Princess Diana’s biographer is worried that the late Queen’s private letters could be burnt by royal aides before a historian is able to look at her papers to write her official biography.
More than a year on from Her Late Majesty’s demise, no announcement has been made about which historian will be gifted the job of writing the official account of her life.
Earlier this year it emerged that King Charles had assigned loyal Palace aide Paul Whybrew with the job of sorting through the Queen’s private papers before they were repositioned to the Royal archive at Windsor.
However, Andrew Morton, the author of the revelation-filled 1992 work Diana: Her True Story, voiced his fears that the Queen’s papers would be filleted to remove any material that the Royal Family didn’t want to become public knowledge.
Speaking to the Scandal Mongers podcast, he said he was ‘enormously’ concerned that aides might be ‘burning the letters’ and added that ‘an awful lot’ could be ‘disguised’ and ‘camouflaged’.
He noted how Princess Diana’s mother Frances Shand Kydd and her sister Sarah burnt much of her correspondence after her death in a car crash in 1997.

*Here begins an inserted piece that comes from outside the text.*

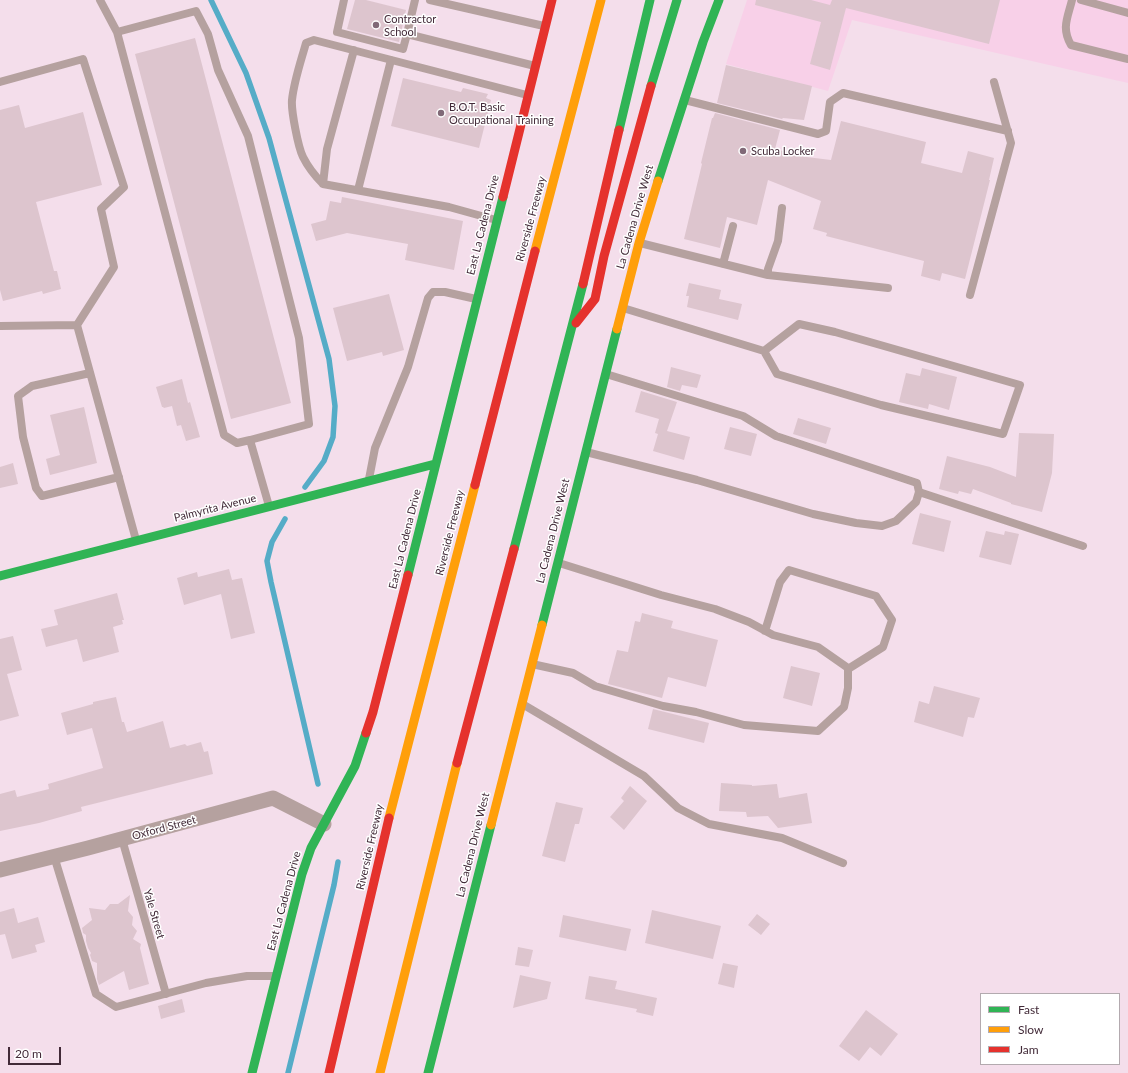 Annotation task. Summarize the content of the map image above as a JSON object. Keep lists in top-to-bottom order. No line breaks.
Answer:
{"streets":{"main road":["La Cadena Drive West","Riverside Freeway","East La Cadena Drive","Palmyrita Avenue"],"street":["Oxford Street"],"lane":["Yale Street"]},"crossings":[["East La Cadena Drive","Palmyrita Avenue"],["East La Cadena Drive","Oxford Street"],["Oxford Street","Yale Street"]],"places":["Contractor School","B.O.T. Basic Occupational Training","Scuba Locker"],"legend":["Fast","Slow","Jam"],"scale_bar":"20 m"}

Mr Morton told fellow historians Andrew Lownie and Phil Craig that they have two major biographies about to be commissioned. One on Prince Philip and one on Her Majesty The Queen.

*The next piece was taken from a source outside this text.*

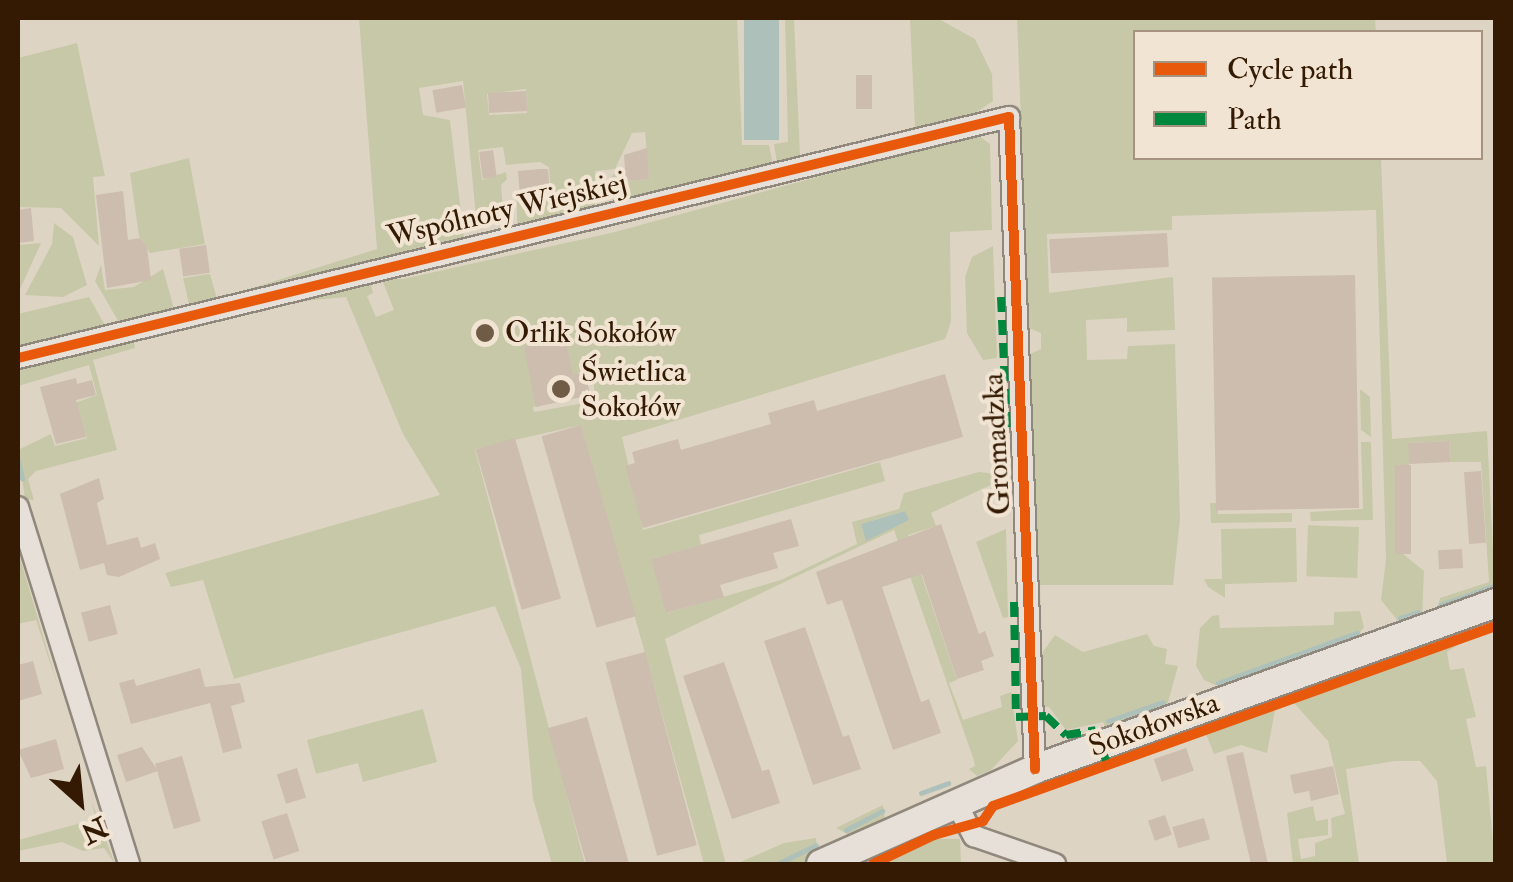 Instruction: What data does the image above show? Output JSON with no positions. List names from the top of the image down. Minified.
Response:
{"streets":{"street":["Wspólnoty Wiejskiej","Gromadzka","Sokołowska"]},"crossings":[["Wspólnoty Wiejskiej","Gromadzka"],["Gromadzka","Sokołowska"]],"places":["Orlik Sokołów","Świetlica Sokołów"],"legend":["Cycle path","Path"],"north":"bottom right"}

So, which one will be chosen? Well, they don’t know. And who’s going through the archives, that would seemingly be the Queen’s footman, Paul Whybrew, Tall Paul.
He said that it concerned him enormously. Are they going to be burning the letters like Princess Margaret did with the Queen Mother’s correspondence?

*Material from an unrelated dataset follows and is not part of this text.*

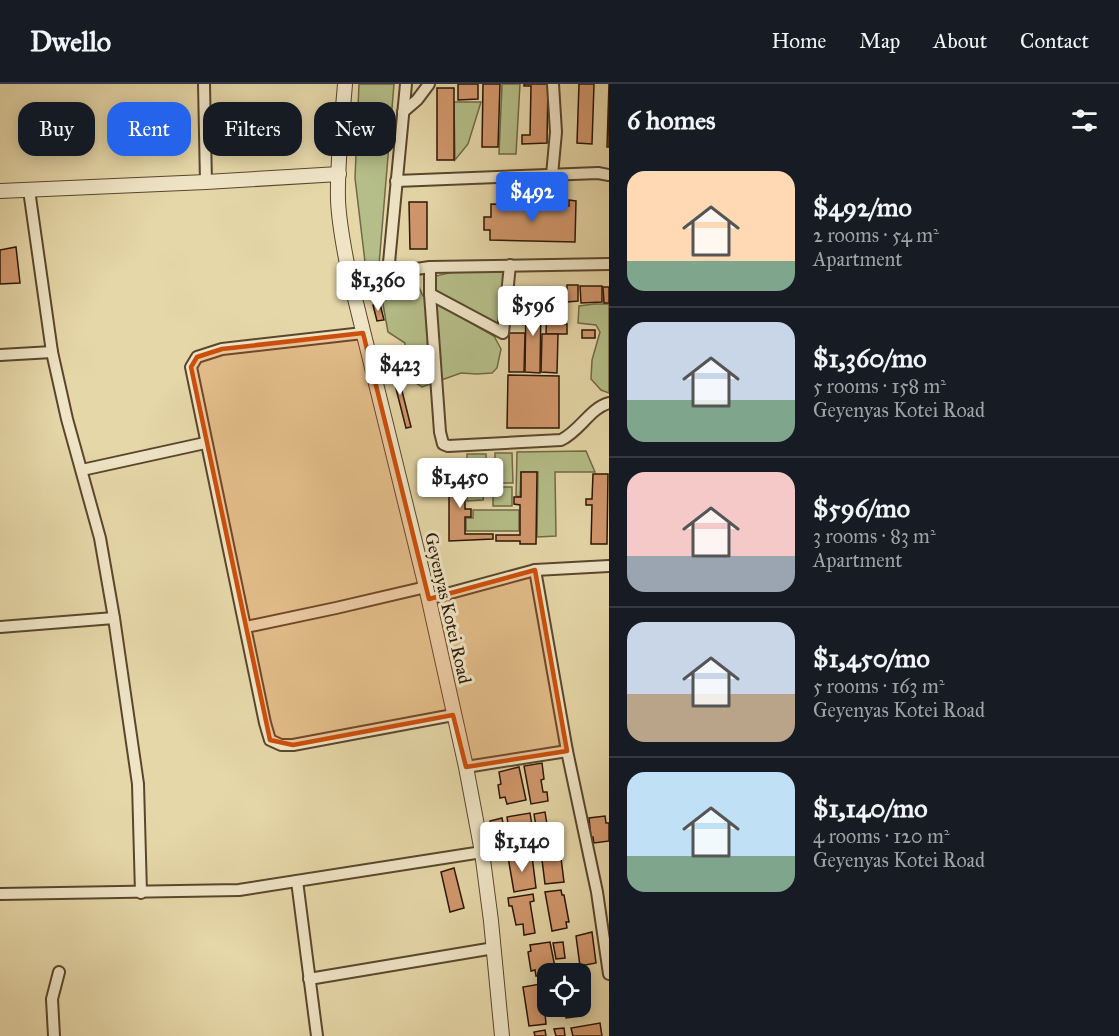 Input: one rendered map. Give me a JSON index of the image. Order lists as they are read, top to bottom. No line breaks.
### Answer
{"streets":{"street":["Geyenyas Kotei Road"]},"page":{"header":"Dwello","nav":["Home","Map","About","Contact"],"heading":"6 homes","chip":["Buy","Rent","Filters","New"],"list":[{"name":"$492/mo","note":"2 rooms · 54 m² · Apartment"},{"name":"$1,360/mo","note":"5 rooms · 158 m² · Geyenyas Kotei Road"},{"name":"$596/mo","note":"3 rooms · 83 m² · Apartment"},{"name":"$1,450/mo","note":"5 rooms · 163 m² · Geyenyas Kotei Road"},{"name":"$1,140/mo","note":"4 rooms · 120 m² · Geyenyas Kotei Road"}],"price":["$492","$1,360","$596","$423","$1,450","$1,140"]}}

He said, like the Spencer family did. Like Sarah McCorquodale and Frances Shand Kydd with Diana’s correspondence. They even burnt the ink jotters that she had.
He also questioned whether the Royal Family should be permitted to control access to the Queen’s papers.
He asked if it should be left to the family. Clearly, they would argue that it’s their mother and it was their property, so the letters would be her copyright. He said it was a pretty seductive argument.
He added that they wear different hats. They wear the privacy hat when it’s about shielding correspondence and memos and so on, and then they wear the public hat when it’s about cost.
He said that the quicker the Queen’s biography was commissioned the better because the people who were her friends were all dying. It was as simple as that.
Over the years the Royal Family have been supported by the taxpayer’s money via their gilded lives, and because of that we the people deserve to know what is in those papers.
Some might say that the Queen worked all her life for our country and that she did an excellent job.
Some would also say that they’re not supported by taxpayers’ money at all. So, how did all the Royals over the centuries attain their wealth? Well, it’s simple, war and taxes from the peasants. Then some extremely clever investing. When you’re a Royal you give up your privacy because the public wants to know everything, and so they should.
Royal papers are a record of our history and the history of our country and they should be available. You just can’t be a Royal and private, they have to choose.
They are servants to the public and must uphold the highest standards and if it’s believed that hasn’t been the case, then their papers should be available to the people.